▶ EXERCISE DETAILS: Each line of the records below that holds "rotate" should be returned.

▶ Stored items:

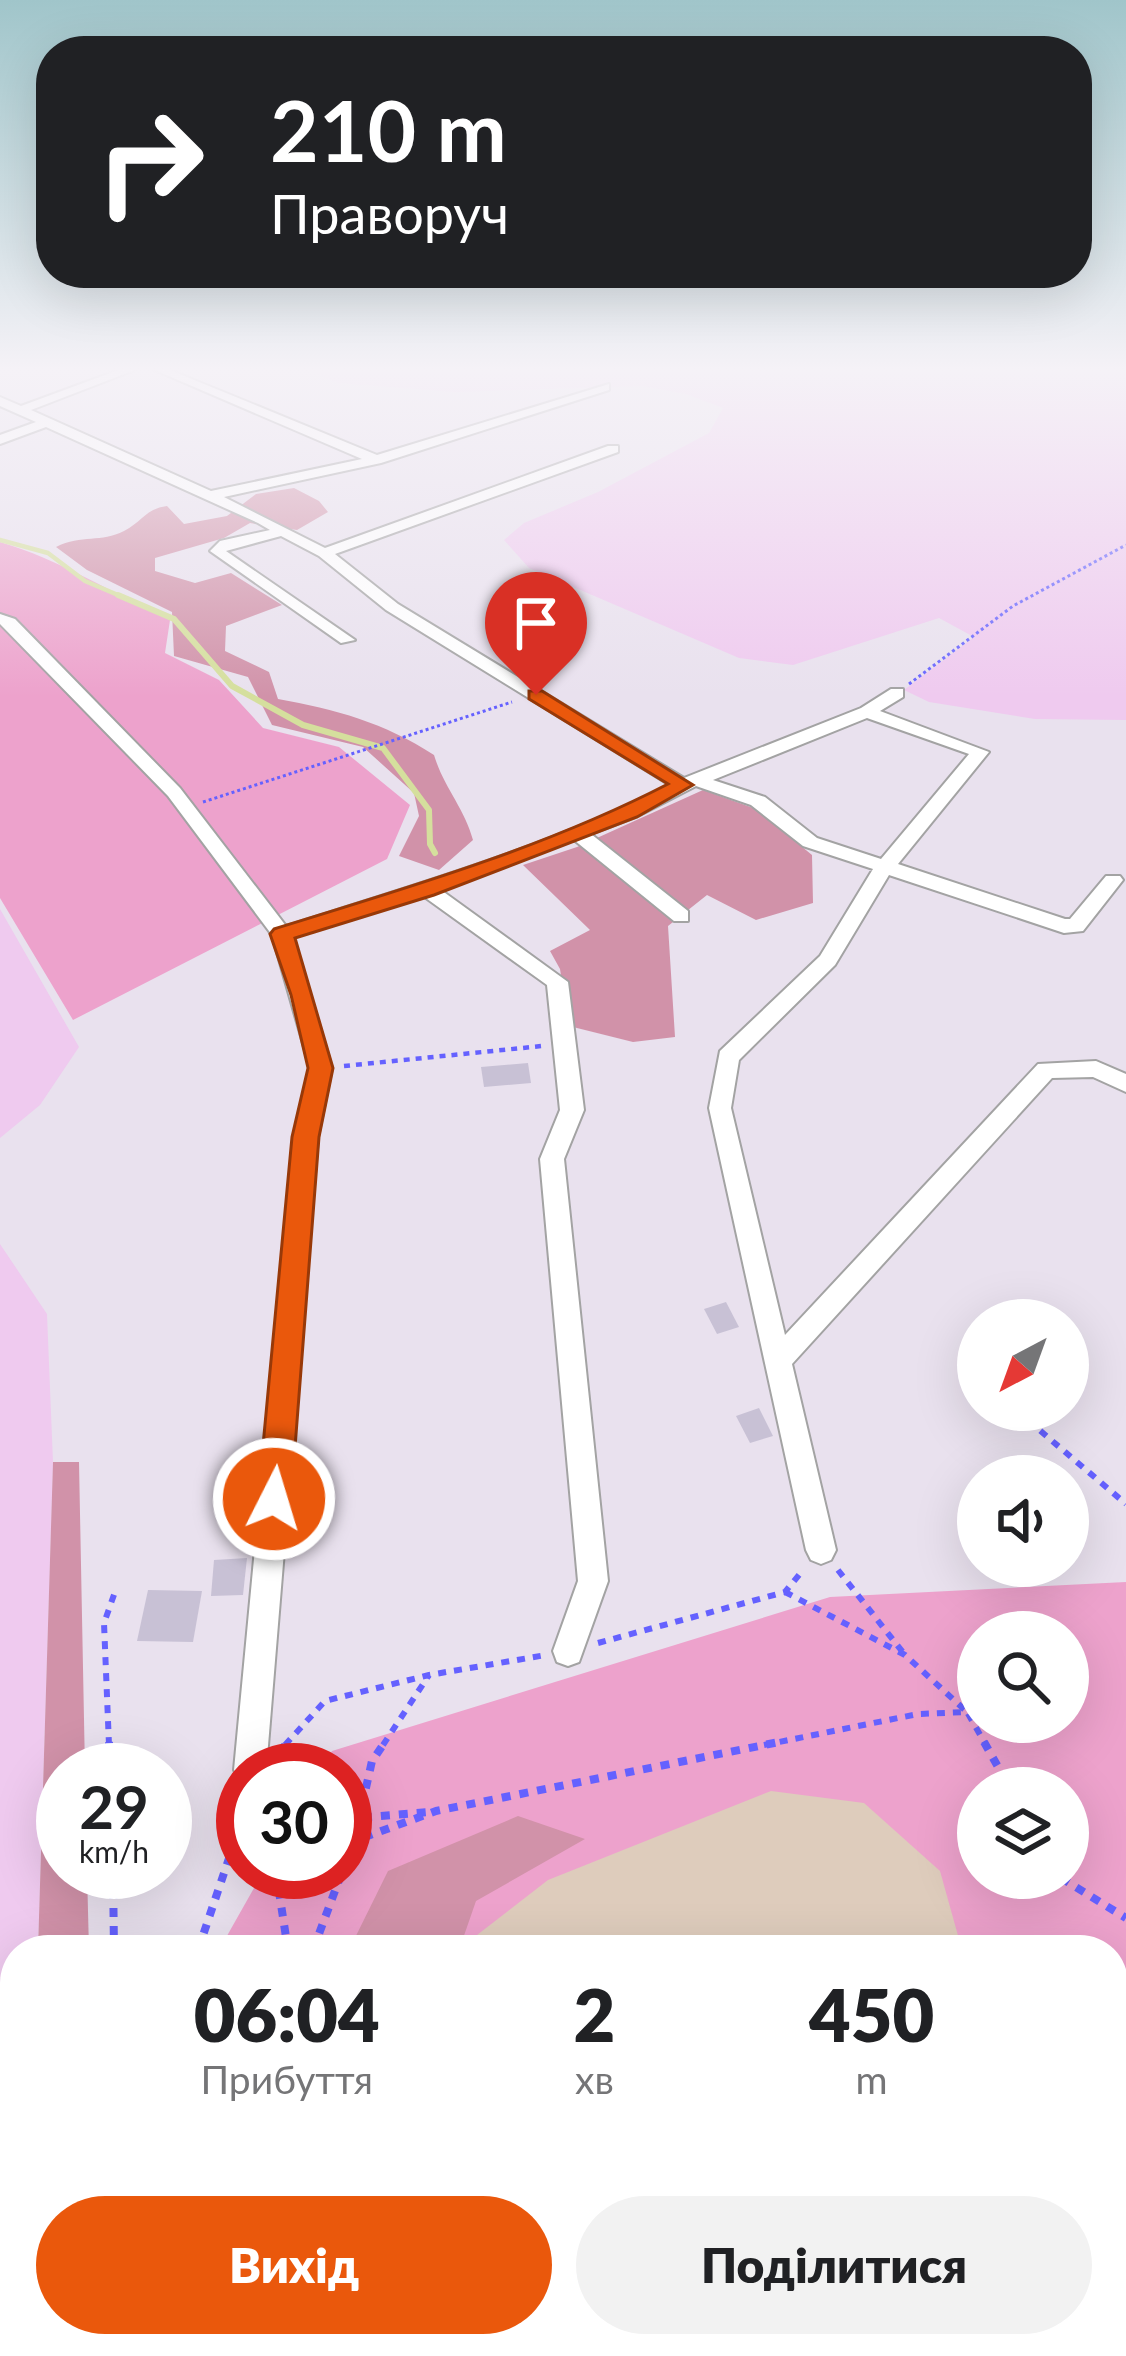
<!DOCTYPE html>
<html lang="uk">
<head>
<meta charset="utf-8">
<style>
  body { margin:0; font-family:Lato,sans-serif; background:#f2f2f2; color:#202124; height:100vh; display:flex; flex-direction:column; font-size:45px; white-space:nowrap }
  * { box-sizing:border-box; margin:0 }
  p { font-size:39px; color:#757577 }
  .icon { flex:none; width:66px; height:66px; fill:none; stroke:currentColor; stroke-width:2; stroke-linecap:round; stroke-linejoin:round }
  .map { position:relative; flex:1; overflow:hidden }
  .sheet { position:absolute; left:0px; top:1935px; width:1128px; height:423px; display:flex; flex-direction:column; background:#fff; border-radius:48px 48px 0 0; box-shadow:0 12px 48px #0002 }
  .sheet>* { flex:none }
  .guide { position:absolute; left:36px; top:36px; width:1056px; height:252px; border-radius:48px; box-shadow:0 12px 48px #0002; background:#202124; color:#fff; overflow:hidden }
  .needle { width:78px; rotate:221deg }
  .buttons { position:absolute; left:957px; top:1299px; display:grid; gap:24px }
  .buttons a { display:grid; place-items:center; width:132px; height:132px; border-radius:50%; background:#fff; box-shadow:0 12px 48px #0002; font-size:60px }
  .speed { position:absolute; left:36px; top:1743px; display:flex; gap:24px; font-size:60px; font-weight:700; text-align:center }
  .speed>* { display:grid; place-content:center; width:156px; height:156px; border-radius:50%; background:#fff; box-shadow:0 12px 48px #0002; line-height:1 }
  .speed small { font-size:30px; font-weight:400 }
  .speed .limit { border:18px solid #d22; background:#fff; color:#111 }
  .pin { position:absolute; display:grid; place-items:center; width:102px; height:102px; color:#fff; margin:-123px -51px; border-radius:50% 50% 50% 0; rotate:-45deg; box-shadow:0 0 12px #0007 }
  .pin .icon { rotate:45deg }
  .me { position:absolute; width:132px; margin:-66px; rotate:5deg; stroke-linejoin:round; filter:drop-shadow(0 0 9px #0008) }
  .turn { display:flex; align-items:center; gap:42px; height:252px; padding:0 36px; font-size:54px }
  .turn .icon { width:156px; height:156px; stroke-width:2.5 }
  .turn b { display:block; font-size:84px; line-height:102px }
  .eta { display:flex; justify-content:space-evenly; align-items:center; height:204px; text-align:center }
  .eta b { font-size:72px; font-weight:800; line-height:84px }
  .primary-button { display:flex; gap:24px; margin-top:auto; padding:24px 36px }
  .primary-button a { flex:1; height:138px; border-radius:72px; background:#ea580c; color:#fff; font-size:48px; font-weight:800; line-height:138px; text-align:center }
  .primary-button a+a { background:#f2f2f2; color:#202124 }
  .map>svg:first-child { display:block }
</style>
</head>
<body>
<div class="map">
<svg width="1126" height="2356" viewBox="0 0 1126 2356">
  <rect width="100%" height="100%" fill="#e9e1ee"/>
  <!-- farmland -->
  <g fill="#efcaef">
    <path d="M302 368H1126V720L1035 719 929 702 904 690 974 637 939 618 793 665 739 658 529 568 504 540 524 523 598 492 709 433 723 408 686 394 642 386 455 392 338 383Z"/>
    <path d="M0 909 79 1047 40 1105 0 1138Z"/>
    <path d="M0 1244 47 1314 53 1462 38 1950H15V2343H58L59 2356H0Z"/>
  </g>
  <!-- grass -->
  <g fill="#eda2cc" fill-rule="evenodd">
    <path d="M0 542C59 559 114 594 170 620L165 653 219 680 263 728 339 747 410 805 387 859 73 1020 0 898Z"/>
    <path d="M1126 1582V2356H158L154 2343H1113V1950H219L263 1872H345V1770H321L332 1751 830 1597ZM978 1632H1068V1722H978ZM978 1788H1068V1878H978Z"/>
  </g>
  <!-- forest -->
  <g fill="#d192a9">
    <path d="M294 488 319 501 328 512 297 530 250 523 224 538 155 558V571L195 583 231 573 282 605 226 626 225 651 269 672 278 699C335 709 385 723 434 755 444 788 464 807 473 840L439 870 399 856 419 816 414 793 363 747 272 725 248 677 174 656 172 612 87 570 56 547C82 534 101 543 124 531 142 522 145 509 167 506L184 524 227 516 256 494Z"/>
    <path d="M703 790 756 809 812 855 813 903 756 920 707 895 668 926 675 1037 633 1042 569 1026 560 969 550 951 590 930 523 865 577 847Z"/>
    <path d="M53 1462H79L85 1770H63V1872H87L89 1950H38Z"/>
    <path d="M518 1816 585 1839 476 1901 459 1950H349L388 1871Z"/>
    <path d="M58 2343H560L572 2356H59Z"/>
  </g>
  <!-- wetland -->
  <g fill="#deccbc">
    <path d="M771 1791 864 1803 940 1871 962 1950H464L468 1942 548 1880Z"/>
    <path d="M631 2343H1051L1056 2356H643Z"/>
  </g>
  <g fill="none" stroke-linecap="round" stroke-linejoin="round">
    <!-- stream-far1 -->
    <path stroke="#d5df9d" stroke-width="4.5" d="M0 540 48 553 85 581 125 598"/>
    <!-- stream -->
    <path stroke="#d5df9d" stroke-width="6" d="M118 595 174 619 232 686 303 725 383 748 429 810 430 844 435 853"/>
  </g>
  <!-- building -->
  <g fill="#c8c1d5">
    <path d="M528 1063 531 1083 484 1087 481 1067Z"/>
    <path d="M726 1302 739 1327 717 1334 704 1309Z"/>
    <path d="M759 1408 773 1436 750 1443 736 1416Z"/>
    <path d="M247 1558 243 1595 211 1596 214 1560Z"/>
    <path d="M148 1590 202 1591 193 1642 137 1641Z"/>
  </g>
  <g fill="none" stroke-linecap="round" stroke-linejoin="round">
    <!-- street casing -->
    <g stroke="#a3a3a3" stroke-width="4">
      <path id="street" d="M124 368H140L31 410 211 491 362 459 150 368H165L377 455 609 384V390L381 463 224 497 325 548 608 446H618V452L335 554 398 604 684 778 861 708 891 689H903V697L880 711 989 752 898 864 1065 919H1070L1106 876H1120L1123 880 1083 931 1064 933 889 875 835 965 739 1060 731 1108 785 1335 1038 1064 1096 1061 1126 1074V1092L1093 1077 1052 1078 792 1364 836 1550 831 1560 821 1564 811 1560 806 1550 709 1108 720 1051 820 956 873 869 803 846 751 805 696 786 636 817 591 834 688 911V921H674L574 840 441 890 568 982 584 1110 564 1159 608 1581 579 1662 568 1666 557 1662 553 1651 578 1581 540 1159 560 1110 547 985 423 896 293 937 332 1068 318 1137 266 1770H243V1783L234 1770 294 1137 310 1068 272 935 168 796 0 624V614L15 619 180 788 286 926C416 885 550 846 670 785L386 610 319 556 281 536 226 551 355 640 341 643 210 551 220 541 270 530 258 523 46 427 0 444V435L36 422 0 406V397L21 406ZM867 718 969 754 881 859 817 838 765 797 713 780Z"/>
    </g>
    <!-- path-far3 -->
    <g stroke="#6561ff" stroke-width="3" stroke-dasharray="3 3" stroke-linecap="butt">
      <path d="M909 684 1013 606 1126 545"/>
      <path d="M203 802 512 702"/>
    </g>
    <!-- path-far2 -->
    <path stroke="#6561ff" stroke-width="4.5" stroke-dasharray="6 6" stroke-linecap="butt" d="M344 1066 542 1046"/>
    <!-- path-far1 -->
    <g stroke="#6561ff" stroke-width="6" stroke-dasharray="8 8" stroke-linecap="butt">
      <path d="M1016 1410 1126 1504"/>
      <path d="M838 1570 905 1655"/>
      <path d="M785 1592 905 1655 967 1712"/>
      <path d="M598 1643 785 1592 803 1570"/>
      <path d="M109 1745 104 1623 115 1592"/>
      <path d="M285 1745 325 1701 429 1675 546 1655"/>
      <path d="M383 1745 429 1675"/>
      <path d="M764 1745 918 1714 967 1712 986 1745"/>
    </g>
    <!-- path -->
    <g stroke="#6561ff" stroke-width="8" stroke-dasharray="9 9" stroke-linecap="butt">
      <path d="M109 1742 110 1770"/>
      <path d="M984 1742 1010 1788"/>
      <path d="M279 1752 288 1742"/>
      <path d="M345 1819 429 1812"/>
      <path d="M354 1841 372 1761 385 1742"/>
      <path d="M345 1865 354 1841 436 1811 779 1742"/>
      <path d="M113 1872 114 1950"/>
      <path d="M276 1872 288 1950"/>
      <path d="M1061 1878 1126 1918"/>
      <path d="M198 1950 243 1817"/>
      <path d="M313 1950 342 1872"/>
      <path d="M178 2343 183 2356"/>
      <path d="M362 2343 366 2356"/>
    </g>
    <!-- street -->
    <use href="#street" fill="#fff" fill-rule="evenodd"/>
  </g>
  <!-- sky -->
  <linearGradient id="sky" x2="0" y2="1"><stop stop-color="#a0c5ca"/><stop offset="0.53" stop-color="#f5f2f7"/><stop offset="1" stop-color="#f5f2f7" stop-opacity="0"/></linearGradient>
  <rect width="1126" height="697" fill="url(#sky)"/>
  <!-- route -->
  <path fill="#ea580c" stroke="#983908" stroke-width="3" d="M529 691H542L693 785 637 817 434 895 295 938 333 1068 319 1137 291 1499 286 1509 274 1514 263 1509 258 1499 292 1137 308 1068 291 995 270 934 274 929C407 888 544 848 668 784L529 699Z"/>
</svg>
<div class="buttons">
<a><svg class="needle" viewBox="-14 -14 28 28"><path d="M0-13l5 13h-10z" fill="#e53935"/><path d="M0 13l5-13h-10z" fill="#757577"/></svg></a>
<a><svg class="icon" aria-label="sound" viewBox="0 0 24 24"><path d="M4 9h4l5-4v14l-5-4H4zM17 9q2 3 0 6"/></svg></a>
<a><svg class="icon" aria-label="search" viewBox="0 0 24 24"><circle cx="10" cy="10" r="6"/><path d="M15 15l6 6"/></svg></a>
<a><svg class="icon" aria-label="layers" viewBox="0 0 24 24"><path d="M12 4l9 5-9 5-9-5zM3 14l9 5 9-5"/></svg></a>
</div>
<div class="speed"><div>29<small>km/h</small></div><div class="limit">30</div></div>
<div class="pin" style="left:536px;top:695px;background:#d93025"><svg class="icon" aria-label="arrive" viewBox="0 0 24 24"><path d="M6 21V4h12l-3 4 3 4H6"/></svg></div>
<svg class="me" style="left:274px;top:1499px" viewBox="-20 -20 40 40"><circle r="17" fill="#ea580c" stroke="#fff" stroke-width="3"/><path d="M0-11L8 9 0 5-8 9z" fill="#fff"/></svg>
<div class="guide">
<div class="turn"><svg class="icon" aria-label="right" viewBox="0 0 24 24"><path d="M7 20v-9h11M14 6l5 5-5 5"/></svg><div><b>210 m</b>Праворуч</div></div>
</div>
<section class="sheet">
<div class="eta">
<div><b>06:04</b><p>Прибуття</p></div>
<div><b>2</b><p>хв</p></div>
<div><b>450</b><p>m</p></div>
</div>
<div class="primary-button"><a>Вихід</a><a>Поділитися</a></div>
</section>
</div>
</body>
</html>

▶ SOLUTION TO THIS TASK:
  .needle { width:78px; rotate:221deg }
  .pin { position:absolute; display:grid; place-items:center; width:102px; height:102px; color:#fff; margin:-123px -51px; border-radius:50% 50% 50% 0; rotate:-45deg; box-shadow:0 0 12px #0007 }
  .pin .icon { rotate:45deg }
  .me { position:absolute; width:132px; margin:-66px; rotate:5deg; stroke-linejoin:round; filter:drop-shadow(0 0 9px #0008) }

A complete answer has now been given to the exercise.